What I did with them, this time, is confit them by slicing them up and slow-simmering them in olive oil for about an hour and a half. They were all tender and spreadable by that point. Then I dumped the oil and garlic mixture into a tupperware and stuck it in the fridge. It’ll keep for about a week that way, but you don’t want to leave it much longer than that for a couple of reasons:
1) Apparently there’s some kind of worry about the anaerobic whatsits that can grow when garlic sits in olive oil. Botulism being the primary concern. I don’t know if that’s just at room temperature, but the lesson to be learned is don’t keep garlic oil around for more than a week or two without using it, unless you’re familiar with food safety standards and know the rules about this. What’s that line from Big Daddy? “I don’t know the rules about kids and grown ups and being naked, so just keep your swimsuit on for now.” Something like that…
2)It’s forking delicious. You don’t want to leave it for a week, because you’re going to eat it. You’re going to spread it on fresh bread. You’re going to dollop a tablespoon of it in your soup. You’re going to stick a few handfuls of it in your purse– you know, the compartment that is otherwise totally worthless and ends up filled with gum wrappers and ugly orange lip gloss?– so you can snack on it at the DMV. It’ll be gone before you know it.
Cassoulet is a slowly-simmered French dish of beans, vegetables, pork, and duck confit, all smothered in crunchy breadcrumbs. Like a casserole that the lovely old French lady neighbor would bring over to the new neighbor, if she wanted the new neighbor to caress her old lady parts with talcum powder and hot younger man essences.
And pizza. It makes a great pizza topping. I didn’t take any pictures of that because we make pizza about once a week these days.
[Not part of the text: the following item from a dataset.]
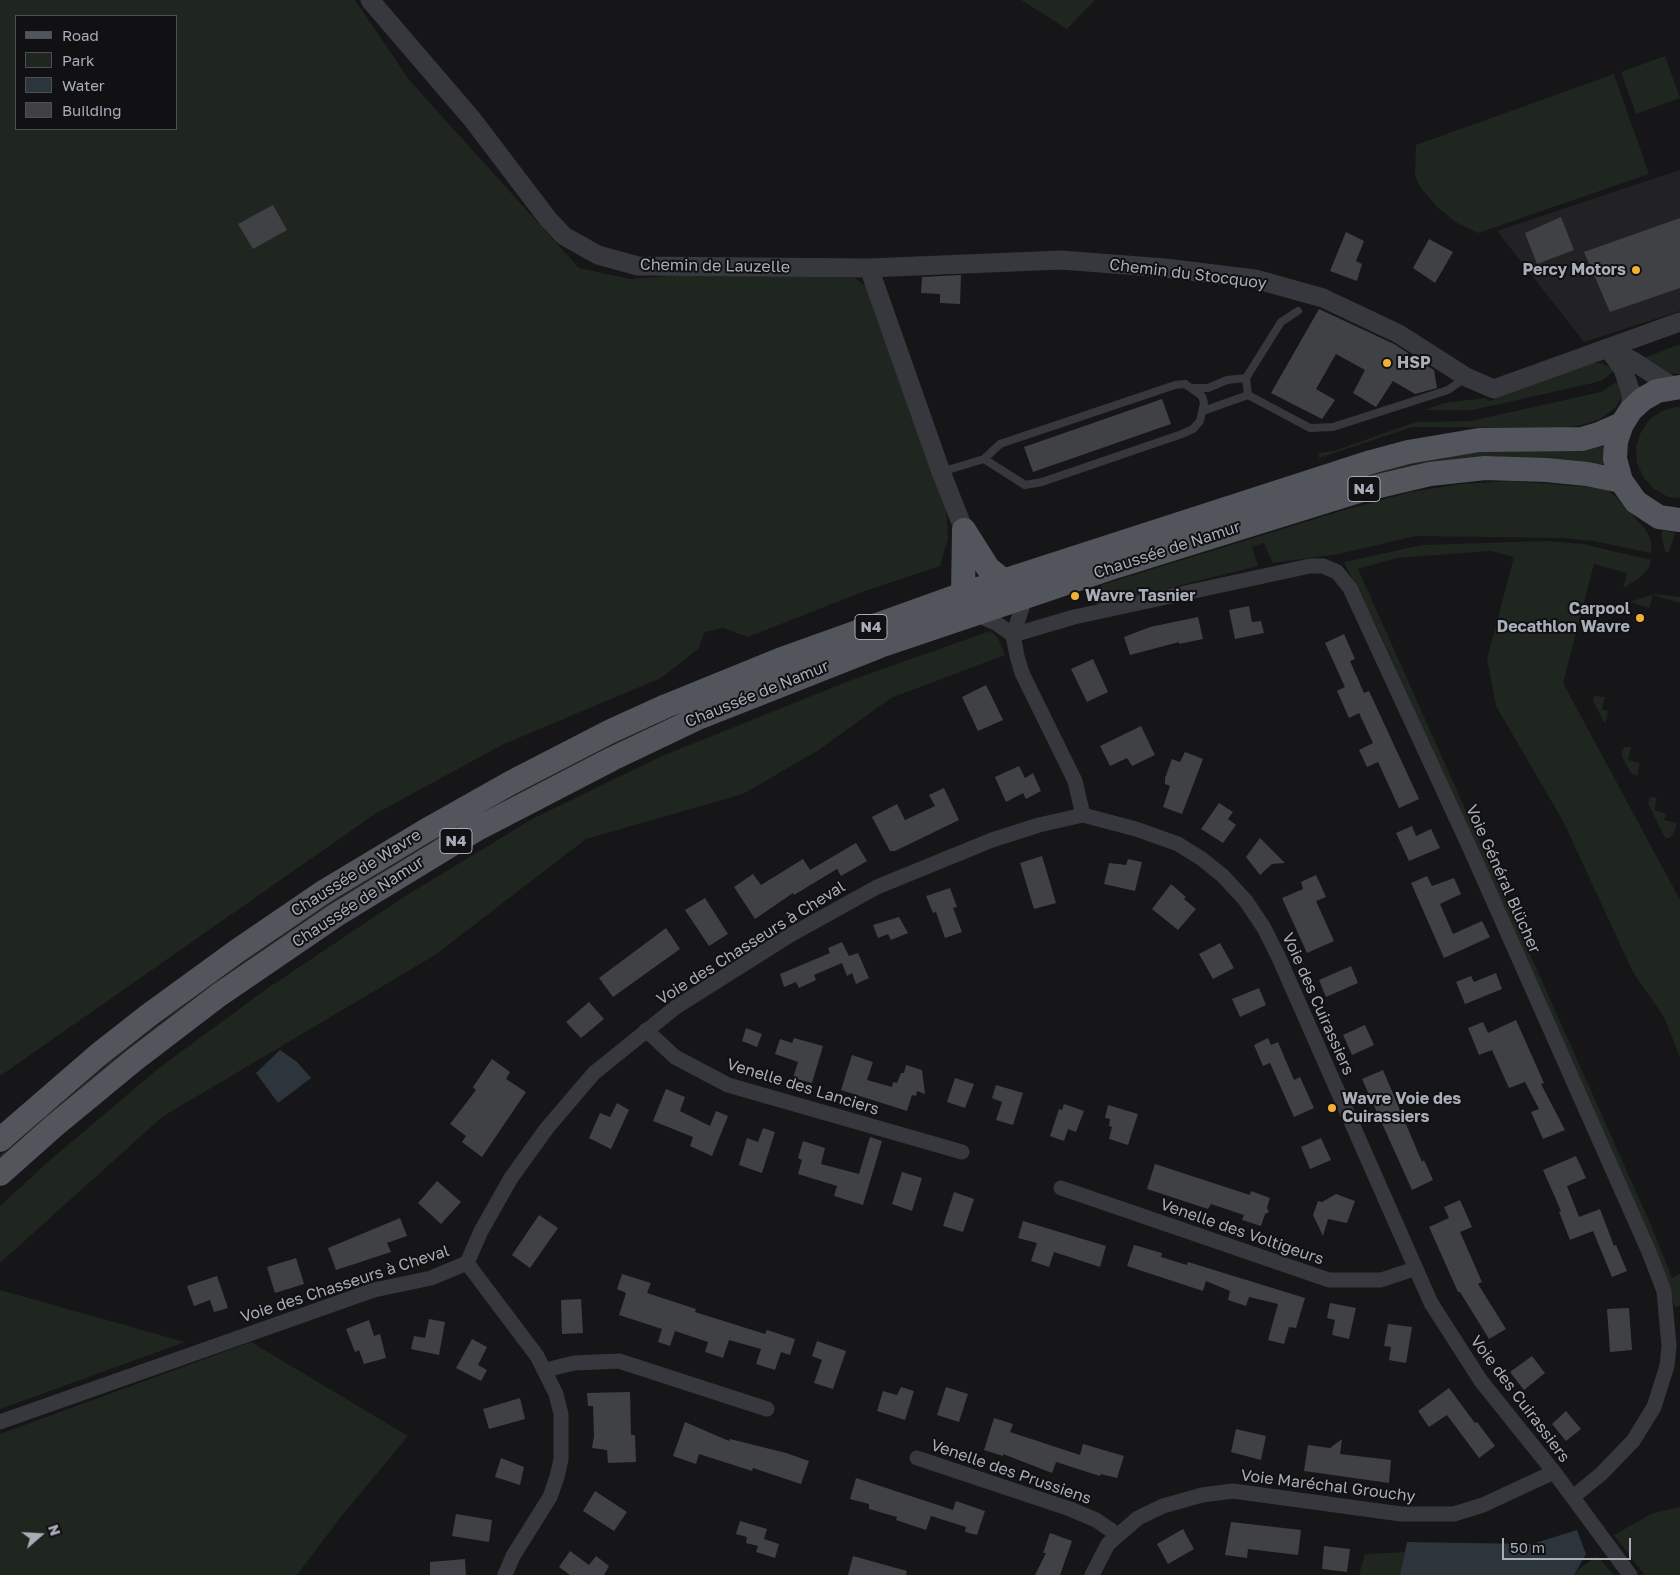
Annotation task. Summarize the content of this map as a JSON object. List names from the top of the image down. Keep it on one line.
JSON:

I can’t get enough of them, whether we end up baking or grilling or whatever.
The lesson to be learned here is that if you see green garlic or spring garlic or whatever at your local farmer’s market this spring, grab as much as you are humanly capable of carrying. Elbow other customers in the face to get it. Show up early so there’s plenty left. Then slice it all up, confit it in olive oil, and use it on/in/around everything you possibly can. It’s sweet and fragrant and pungent. And if you make too much, you can always stick portions of it into an ice cube tray and freeze them. Then keep them in a ziplock bag in the freezer and throw a cube into whatever you’re making.
It’s the new black. It goes with everything.
As the Notorious BIG would say, “If you don’t know, now you know, ninja.”